Tuesday, August 5, 2008

Visualizing Migration

click on the image to see a larger view of the Minard Map
After a lot of hard thinking Jamie, a student in my PBL course, has focused her class project on US migration stories. After examining the Oregon Common Curriculum Goals and NCSS standards it was clear that 'regions' was a big topic for grade 5 social studies. But she had to ask hard questions-- What is essential about the study of regions? Is that a way to talk about diversity so we understand the complex fabric of our country? How are regions defined? Might my hometown in E. Oregon be more like Winnemucca, NV (another region) than Seattle, WA ('same' region)?

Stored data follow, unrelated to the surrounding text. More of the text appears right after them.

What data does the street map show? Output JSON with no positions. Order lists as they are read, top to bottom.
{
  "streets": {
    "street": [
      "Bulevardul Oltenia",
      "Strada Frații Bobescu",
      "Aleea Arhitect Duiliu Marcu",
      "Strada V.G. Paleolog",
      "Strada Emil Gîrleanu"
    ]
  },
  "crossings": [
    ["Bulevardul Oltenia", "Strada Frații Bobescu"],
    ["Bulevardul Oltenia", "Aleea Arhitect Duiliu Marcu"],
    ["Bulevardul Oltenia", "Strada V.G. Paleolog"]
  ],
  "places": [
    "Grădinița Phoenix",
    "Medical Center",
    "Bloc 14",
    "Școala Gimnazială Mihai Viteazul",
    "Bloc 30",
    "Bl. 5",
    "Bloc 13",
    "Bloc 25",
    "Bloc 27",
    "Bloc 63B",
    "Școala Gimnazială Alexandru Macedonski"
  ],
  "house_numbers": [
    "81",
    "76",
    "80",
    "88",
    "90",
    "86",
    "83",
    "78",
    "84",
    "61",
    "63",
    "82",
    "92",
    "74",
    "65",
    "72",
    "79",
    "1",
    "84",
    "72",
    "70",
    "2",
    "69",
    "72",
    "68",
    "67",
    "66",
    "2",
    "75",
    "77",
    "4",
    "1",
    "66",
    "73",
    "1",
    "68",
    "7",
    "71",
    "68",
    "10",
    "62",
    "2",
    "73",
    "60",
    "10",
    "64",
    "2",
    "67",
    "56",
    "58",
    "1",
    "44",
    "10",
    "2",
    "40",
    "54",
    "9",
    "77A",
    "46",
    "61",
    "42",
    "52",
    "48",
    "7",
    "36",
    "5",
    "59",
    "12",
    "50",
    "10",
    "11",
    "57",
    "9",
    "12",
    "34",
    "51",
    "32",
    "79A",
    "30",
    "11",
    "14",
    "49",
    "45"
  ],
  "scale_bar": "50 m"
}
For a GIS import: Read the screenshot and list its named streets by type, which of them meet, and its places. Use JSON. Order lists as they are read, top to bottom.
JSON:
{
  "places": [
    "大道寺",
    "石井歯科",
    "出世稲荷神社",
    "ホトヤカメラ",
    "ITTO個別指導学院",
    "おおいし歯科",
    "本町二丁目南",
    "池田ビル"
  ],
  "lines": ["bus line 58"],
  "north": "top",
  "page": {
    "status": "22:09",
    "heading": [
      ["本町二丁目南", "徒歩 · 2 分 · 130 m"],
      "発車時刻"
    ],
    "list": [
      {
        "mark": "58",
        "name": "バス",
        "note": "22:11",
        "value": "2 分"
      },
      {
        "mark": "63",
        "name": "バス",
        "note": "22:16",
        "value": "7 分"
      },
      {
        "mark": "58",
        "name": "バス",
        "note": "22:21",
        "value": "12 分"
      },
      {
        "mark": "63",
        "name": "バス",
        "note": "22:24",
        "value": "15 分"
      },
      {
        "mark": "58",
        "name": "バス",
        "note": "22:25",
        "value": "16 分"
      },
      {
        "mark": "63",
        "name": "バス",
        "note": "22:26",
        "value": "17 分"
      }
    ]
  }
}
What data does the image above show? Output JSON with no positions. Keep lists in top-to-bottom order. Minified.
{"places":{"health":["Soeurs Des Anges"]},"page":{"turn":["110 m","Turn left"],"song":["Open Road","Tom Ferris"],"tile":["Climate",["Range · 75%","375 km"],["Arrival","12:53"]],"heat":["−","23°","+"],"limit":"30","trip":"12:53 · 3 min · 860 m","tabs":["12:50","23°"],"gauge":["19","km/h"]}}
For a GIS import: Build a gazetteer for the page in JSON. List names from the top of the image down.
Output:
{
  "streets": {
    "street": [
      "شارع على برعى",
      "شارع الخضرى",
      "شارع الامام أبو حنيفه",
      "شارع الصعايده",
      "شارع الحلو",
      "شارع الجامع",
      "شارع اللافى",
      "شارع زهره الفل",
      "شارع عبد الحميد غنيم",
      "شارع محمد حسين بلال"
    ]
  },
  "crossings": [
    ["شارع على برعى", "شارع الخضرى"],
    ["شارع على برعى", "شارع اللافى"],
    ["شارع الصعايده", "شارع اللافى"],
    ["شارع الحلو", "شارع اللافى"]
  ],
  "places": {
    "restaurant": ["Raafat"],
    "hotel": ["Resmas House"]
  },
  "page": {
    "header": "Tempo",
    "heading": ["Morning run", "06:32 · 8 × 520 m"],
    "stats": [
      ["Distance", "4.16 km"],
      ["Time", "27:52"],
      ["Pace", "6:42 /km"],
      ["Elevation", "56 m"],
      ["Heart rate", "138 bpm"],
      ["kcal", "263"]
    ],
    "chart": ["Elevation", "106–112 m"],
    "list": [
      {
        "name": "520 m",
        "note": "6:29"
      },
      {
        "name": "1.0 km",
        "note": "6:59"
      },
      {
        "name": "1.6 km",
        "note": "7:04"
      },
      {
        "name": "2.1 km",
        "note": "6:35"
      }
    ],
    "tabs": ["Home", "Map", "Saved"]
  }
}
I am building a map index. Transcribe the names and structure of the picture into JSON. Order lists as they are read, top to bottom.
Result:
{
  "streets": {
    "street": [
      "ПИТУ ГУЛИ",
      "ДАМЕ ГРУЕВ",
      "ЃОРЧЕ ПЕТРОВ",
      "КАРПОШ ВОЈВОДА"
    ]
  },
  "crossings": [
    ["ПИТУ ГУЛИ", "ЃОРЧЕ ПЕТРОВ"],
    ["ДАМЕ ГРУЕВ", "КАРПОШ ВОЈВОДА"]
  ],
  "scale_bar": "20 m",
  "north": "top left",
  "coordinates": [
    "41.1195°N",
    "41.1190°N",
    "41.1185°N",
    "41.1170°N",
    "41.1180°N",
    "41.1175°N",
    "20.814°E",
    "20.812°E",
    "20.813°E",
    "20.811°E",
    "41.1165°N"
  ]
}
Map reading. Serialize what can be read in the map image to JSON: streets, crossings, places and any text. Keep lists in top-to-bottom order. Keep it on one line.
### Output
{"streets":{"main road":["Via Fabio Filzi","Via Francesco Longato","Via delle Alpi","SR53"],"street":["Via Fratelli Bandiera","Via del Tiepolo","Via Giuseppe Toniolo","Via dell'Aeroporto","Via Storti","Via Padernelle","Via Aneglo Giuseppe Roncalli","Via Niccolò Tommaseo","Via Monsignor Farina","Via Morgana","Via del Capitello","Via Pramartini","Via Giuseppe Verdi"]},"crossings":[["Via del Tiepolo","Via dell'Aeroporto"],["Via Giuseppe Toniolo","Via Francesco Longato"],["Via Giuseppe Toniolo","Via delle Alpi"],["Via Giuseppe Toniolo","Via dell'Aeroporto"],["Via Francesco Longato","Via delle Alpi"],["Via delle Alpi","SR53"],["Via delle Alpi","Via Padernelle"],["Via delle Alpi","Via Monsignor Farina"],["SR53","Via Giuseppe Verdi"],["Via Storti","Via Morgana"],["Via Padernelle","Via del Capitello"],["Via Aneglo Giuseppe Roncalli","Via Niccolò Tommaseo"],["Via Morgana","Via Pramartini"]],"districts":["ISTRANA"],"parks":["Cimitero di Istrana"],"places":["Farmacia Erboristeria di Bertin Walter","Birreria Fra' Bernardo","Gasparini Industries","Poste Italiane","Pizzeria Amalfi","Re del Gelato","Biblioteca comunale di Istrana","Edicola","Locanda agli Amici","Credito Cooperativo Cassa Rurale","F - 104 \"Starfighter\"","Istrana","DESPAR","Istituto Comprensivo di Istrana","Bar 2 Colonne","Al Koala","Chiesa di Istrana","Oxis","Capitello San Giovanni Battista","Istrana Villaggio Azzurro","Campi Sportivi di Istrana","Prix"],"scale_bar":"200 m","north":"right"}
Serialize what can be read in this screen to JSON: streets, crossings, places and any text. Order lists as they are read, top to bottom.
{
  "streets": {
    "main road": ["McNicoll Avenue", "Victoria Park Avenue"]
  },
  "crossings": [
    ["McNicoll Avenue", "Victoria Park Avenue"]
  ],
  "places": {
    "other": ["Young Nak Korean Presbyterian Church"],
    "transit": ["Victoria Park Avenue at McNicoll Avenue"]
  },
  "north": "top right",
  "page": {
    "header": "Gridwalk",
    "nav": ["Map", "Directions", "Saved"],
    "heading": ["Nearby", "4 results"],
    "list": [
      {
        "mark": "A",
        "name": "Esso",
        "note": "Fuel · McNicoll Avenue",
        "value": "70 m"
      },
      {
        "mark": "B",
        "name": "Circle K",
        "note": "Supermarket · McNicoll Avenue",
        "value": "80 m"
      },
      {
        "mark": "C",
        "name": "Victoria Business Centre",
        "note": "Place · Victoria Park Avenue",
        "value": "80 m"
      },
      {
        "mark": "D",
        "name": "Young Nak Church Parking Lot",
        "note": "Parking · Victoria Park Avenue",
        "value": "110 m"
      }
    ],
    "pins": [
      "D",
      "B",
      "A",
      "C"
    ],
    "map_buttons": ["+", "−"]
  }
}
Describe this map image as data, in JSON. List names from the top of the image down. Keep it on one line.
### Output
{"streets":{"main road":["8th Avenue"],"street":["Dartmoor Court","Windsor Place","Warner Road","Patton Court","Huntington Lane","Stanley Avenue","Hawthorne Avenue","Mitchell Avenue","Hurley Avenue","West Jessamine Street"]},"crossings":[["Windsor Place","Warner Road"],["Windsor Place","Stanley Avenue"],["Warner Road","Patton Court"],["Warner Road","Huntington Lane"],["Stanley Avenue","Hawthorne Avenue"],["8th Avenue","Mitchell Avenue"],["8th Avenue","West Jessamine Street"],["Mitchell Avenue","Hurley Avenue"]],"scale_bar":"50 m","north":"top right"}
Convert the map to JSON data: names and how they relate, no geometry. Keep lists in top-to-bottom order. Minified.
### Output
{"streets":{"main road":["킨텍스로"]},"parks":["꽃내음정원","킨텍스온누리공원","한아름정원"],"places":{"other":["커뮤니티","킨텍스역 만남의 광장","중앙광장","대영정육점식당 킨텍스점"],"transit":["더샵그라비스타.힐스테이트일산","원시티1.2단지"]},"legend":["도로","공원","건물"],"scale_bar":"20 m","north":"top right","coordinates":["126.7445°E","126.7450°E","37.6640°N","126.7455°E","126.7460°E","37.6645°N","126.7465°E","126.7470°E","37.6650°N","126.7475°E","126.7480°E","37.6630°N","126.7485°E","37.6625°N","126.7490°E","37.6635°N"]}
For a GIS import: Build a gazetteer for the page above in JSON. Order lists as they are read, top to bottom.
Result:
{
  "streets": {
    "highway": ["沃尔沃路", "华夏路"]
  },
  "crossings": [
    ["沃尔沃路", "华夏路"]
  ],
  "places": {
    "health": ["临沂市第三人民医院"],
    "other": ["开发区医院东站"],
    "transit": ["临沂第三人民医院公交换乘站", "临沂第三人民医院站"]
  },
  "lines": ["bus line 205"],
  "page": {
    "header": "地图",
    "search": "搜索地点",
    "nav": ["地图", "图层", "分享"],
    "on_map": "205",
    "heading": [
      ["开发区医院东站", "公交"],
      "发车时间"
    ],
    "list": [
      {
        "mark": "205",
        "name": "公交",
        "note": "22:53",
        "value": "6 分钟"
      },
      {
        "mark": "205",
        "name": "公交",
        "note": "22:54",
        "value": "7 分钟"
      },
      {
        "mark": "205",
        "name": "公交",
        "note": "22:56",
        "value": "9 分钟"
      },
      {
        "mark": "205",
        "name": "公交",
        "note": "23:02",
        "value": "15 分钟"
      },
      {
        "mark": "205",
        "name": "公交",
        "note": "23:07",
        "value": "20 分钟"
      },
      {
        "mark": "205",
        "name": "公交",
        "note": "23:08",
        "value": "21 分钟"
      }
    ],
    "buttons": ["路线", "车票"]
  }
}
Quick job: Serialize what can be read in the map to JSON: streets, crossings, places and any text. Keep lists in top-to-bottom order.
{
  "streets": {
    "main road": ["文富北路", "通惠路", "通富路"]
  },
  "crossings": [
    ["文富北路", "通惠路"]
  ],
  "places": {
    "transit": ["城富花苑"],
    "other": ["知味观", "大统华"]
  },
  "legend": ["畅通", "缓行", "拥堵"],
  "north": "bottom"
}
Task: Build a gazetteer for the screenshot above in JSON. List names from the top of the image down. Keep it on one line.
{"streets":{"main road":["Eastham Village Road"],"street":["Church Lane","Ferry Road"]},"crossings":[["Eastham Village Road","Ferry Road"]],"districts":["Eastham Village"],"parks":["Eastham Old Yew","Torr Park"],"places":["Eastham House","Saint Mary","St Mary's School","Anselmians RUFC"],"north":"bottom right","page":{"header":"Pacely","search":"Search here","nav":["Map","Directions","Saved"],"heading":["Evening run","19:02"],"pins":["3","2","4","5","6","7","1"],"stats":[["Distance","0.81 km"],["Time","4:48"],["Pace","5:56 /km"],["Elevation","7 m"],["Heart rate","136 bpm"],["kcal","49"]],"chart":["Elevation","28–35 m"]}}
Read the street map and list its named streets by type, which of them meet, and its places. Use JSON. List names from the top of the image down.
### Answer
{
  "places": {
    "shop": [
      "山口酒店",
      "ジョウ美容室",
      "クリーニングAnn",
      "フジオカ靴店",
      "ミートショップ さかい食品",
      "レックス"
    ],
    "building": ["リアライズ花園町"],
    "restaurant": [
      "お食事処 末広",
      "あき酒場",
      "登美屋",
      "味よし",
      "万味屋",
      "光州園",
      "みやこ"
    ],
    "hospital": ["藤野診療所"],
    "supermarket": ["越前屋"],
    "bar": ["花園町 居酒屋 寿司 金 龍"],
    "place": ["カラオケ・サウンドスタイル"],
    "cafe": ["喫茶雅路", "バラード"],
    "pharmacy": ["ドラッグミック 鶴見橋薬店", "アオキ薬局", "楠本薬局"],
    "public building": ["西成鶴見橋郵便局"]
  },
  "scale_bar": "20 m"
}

Jamie overlaid geography standards relating to human movement onto this examination of regions and came away with this: I would like students to work together to look at the movement of people throughout time, why they migrate to our Northwest region, and specifically our community. These imprints on a region include its ethnic make-up, spoken languages, religious institutions, traditions, architectural styles, local food, music, clothes, and other cultural markers—all clues to the past, present, and future of that area and generations of its people. Thus, an essential part of understanding a region is its migration story.
Her plan is to engage schools across the country in shared study-- so they teach each other about (what they must operationally define as) their regions. Understandably, lots of technology may be employed, from Skype conference calls to ePals collaborations to Google shared spreadsheets to multimedia reports. I get carried away and wonder, what might we put in virtual time capsules? What would a population flipbook look like?
One more wrinkle I'm ironing out (hoping it helps Jamie and her teaching partner): Could kids mine population and demographic data to see waves of migration? Could they visually display data in an annotated timeline to show population change and also ethnicity or emigrant employment? My inspiration, my vision for this comes from the famous Minard Map showing Napoleon's failed march on Moscow. I've admired it in Edward Tufte's Visual Displays of Quantitative Information, and then in real life (OK maybe a copy) at the Finding Our Place in History exhibit at the Walters Art Museum in Baltimore in May. Now I'm no geographer, but through a single degree of separation, I know a geographer! I just asked Jim Meacham, director of the University of Oregon InfoGraphics Lab, if he might lend a few brain cells to this problem.

1 comment:

Anonymous said...

Such a rich topic, Jane. If students mine the migration data of their geographic region, and then delve into a local oral histories project, they can make the numbers tell a story. Doesn't history really happen one story at a time?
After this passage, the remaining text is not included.